From:Mark J. Reed <markjreed@...>
Date:Tuesday, March 14, 2006, 16:29
On 3/12/06, Joseph B. <darkmoonman@...> wrote:
> Klingon (thlIgan) might as well be copyrighted as none but Okrand are > blessed enough to create new words.
That's "tlhIngan Hol". And there's no official stance on who's allowed to do what; there is merely consensus. The particular subset of the Klingonist community that has grown up around the KLI has chosen to treat Klingon as a genuine, incompletely-understood language. (To the degree that it is already complete in Marc Okrand's head, of course, this is 100% true. :)) The Klingonists are linguists studying it, and not even the most knowledgeable have anything like complete or authoritative knowledge of it. What they do have, on rare occasions, is access to an informant (Dr. Okrand, or in the conceit, "Maltz" via Okrand) who can answer questions. In that situation, I think you'll agree that any linguist who made up his own words, claiming that they were part of the language under study, would be a fraud? Other fans of Klingon are free to do as they like (short of publishing anything that claims to be "Klingon" without Paramount's permission, of course), but neologisms aren't likely to be accepted outside of a small subset of the Klingonist community. On 3/12/06, Chris Peters <beta_leonis@...> wrote:
> I've been told (I don't know if this is accurate) that Marc Okrand owns the > copyright to the Klingon language. The name "Klingon" is of course owned by > the Star Trek production folks, but the language itself is leased to them > under license, if I recall correctly. I might be wrong.

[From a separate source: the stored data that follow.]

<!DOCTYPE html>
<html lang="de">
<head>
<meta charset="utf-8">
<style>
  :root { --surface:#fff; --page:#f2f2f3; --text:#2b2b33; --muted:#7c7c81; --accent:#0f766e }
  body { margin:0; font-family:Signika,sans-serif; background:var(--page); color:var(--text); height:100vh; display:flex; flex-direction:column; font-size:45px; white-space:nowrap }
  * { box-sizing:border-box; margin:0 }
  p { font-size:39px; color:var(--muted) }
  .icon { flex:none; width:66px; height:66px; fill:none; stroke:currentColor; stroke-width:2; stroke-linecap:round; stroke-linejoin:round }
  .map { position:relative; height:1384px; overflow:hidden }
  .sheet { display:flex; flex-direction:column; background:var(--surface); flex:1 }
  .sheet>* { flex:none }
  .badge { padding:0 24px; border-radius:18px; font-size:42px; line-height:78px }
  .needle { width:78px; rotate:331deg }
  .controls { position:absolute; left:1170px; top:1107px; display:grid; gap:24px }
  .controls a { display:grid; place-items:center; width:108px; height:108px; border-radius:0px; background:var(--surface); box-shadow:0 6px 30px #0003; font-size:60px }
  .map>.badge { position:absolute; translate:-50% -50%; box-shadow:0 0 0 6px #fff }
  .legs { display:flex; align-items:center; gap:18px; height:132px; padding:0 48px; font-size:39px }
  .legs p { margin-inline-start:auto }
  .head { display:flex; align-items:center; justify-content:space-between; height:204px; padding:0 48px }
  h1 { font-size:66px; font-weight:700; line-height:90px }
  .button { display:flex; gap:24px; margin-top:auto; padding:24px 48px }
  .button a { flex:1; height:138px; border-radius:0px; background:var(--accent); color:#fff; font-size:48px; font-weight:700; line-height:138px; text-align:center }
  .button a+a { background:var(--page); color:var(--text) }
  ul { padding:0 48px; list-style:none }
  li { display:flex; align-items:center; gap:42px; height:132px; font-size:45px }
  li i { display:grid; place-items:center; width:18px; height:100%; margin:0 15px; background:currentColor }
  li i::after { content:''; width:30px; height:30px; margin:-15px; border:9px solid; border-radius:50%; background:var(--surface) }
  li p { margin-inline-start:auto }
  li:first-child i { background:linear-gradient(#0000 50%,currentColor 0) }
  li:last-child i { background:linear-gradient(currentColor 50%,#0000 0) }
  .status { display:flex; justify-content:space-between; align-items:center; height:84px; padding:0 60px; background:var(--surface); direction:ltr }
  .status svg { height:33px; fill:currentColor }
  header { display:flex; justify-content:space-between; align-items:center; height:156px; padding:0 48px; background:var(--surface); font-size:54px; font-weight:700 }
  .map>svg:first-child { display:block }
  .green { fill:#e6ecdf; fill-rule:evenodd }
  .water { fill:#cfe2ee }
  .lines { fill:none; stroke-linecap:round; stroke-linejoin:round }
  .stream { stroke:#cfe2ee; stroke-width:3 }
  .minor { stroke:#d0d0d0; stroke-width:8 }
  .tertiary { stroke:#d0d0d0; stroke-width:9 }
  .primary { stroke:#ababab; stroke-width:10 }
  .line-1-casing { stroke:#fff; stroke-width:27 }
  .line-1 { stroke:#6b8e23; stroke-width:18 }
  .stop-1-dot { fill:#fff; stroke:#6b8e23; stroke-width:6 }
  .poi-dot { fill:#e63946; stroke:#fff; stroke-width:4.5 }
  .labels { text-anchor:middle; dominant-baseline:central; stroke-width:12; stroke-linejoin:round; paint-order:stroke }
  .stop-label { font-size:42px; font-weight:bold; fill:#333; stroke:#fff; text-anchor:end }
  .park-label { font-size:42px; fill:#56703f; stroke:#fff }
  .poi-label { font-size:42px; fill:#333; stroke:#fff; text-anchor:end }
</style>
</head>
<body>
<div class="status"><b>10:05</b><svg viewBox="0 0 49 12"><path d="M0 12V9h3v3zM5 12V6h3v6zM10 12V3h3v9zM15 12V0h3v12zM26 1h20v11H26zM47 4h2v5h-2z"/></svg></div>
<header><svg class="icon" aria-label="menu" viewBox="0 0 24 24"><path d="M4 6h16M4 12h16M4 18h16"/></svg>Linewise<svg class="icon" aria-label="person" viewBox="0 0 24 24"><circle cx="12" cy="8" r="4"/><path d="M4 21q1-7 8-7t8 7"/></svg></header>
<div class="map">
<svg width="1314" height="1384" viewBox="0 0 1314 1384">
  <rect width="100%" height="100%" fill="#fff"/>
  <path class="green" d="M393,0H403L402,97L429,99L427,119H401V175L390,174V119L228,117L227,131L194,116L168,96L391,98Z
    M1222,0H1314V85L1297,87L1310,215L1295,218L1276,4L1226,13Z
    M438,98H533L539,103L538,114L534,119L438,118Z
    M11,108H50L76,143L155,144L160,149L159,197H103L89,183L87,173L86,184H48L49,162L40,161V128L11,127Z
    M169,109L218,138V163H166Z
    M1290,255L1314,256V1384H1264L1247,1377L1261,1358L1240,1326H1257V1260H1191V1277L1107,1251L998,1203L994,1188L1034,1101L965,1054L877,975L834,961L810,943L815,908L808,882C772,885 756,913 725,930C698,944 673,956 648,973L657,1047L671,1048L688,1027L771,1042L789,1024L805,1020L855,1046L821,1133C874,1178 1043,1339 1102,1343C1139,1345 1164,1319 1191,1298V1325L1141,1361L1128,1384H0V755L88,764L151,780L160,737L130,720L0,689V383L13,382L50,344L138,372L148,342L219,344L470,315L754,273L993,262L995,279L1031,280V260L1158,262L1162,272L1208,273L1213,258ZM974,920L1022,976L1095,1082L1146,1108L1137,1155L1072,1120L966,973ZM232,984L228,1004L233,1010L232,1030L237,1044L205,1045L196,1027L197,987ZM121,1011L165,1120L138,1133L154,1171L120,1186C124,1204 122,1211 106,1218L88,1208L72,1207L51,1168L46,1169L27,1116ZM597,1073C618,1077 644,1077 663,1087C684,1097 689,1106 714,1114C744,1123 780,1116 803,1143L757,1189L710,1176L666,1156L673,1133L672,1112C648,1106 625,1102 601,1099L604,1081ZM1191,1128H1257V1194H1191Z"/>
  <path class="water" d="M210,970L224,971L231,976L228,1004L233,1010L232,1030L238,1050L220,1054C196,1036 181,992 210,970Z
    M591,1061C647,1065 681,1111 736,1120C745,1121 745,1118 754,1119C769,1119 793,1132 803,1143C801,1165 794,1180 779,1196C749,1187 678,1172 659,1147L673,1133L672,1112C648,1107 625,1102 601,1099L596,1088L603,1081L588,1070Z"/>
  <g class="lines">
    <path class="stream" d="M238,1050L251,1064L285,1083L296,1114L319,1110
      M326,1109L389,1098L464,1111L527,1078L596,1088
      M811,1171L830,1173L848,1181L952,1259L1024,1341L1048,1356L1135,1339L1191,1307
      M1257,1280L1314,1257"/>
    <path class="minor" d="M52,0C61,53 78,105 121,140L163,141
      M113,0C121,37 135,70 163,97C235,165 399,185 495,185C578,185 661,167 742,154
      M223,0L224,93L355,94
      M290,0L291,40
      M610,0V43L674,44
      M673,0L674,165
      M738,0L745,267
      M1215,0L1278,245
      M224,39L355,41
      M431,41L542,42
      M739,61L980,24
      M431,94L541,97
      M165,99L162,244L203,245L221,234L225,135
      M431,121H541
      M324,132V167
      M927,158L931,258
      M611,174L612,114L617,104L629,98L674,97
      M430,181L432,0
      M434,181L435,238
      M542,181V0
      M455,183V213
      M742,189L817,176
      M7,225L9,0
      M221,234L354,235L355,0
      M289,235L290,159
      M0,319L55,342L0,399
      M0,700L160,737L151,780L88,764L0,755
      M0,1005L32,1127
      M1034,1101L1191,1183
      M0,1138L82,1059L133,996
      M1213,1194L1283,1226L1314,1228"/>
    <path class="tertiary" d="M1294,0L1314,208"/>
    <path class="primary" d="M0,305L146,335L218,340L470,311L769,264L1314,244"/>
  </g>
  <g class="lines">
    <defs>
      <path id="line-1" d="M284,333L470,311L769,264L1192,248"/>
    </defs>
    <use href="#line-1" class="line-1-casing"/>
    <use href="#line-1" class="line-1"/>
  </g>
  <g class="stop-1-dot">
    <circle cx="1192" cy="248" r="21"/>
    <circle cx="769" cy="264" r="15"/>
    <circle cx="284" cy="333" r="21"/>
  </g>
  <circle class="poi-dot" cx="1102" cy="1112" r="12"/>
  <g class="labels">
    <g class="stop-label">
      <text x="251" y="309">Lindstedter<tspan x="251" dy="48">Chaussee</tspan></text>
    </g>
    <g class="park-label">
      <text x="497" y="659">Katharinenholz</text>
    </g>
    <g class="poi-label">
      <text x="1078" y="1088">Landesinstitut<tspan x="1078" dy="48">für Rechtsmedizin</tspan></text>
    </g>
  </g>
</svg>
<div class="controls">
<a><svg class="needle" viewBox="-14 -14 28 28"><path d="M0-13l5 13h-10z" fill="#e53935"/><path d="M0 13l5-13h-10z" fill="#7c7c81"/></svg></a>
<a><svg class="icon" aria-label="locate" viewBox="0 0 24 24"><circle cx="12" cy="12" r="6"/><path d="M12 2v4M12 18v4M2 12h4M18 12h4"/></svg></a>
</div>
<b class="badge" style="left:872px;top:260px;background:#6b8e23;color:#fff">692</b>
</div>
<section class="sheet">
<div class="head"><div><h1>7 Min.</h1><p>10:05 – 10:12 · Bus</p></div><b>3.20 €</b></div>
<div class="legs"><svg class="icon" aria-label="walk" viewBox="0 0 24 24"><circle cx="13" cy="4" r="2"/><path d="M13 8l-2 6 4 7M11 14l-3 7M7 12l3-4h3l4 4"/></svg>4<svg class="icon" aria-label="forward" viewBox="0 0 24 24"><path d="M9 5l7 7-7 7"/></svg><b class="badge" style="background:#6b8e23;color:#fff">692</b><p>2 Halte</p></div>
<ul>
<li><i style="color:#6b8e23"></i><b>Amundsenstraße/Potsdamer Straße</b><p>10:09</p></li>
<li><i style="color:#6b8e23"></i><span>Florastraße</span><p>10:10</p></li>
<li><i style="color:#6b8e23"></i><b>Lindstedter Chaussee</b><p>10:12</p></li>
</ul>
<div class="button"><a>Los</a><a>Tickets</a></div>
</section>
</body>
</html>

I had assumed that the creation of the Klingon language was work for hire performed by Dr. Okrand for Paramount, in which case that company would own everything. But at the very least they have refrained from doing anything with the property without his involvement; even in the episodes where the language was butchered, they at least used his book as a starting point. :) The Klingon Language Institute's quarterly journal, HolQeD, is expressly licensed by Paramount; the KLI had to jump through flaming legal hoops to get that permission, basically demonstrating that they're not out to make a profit; they're just a bunch of weirdos who get off on studying a fictional language.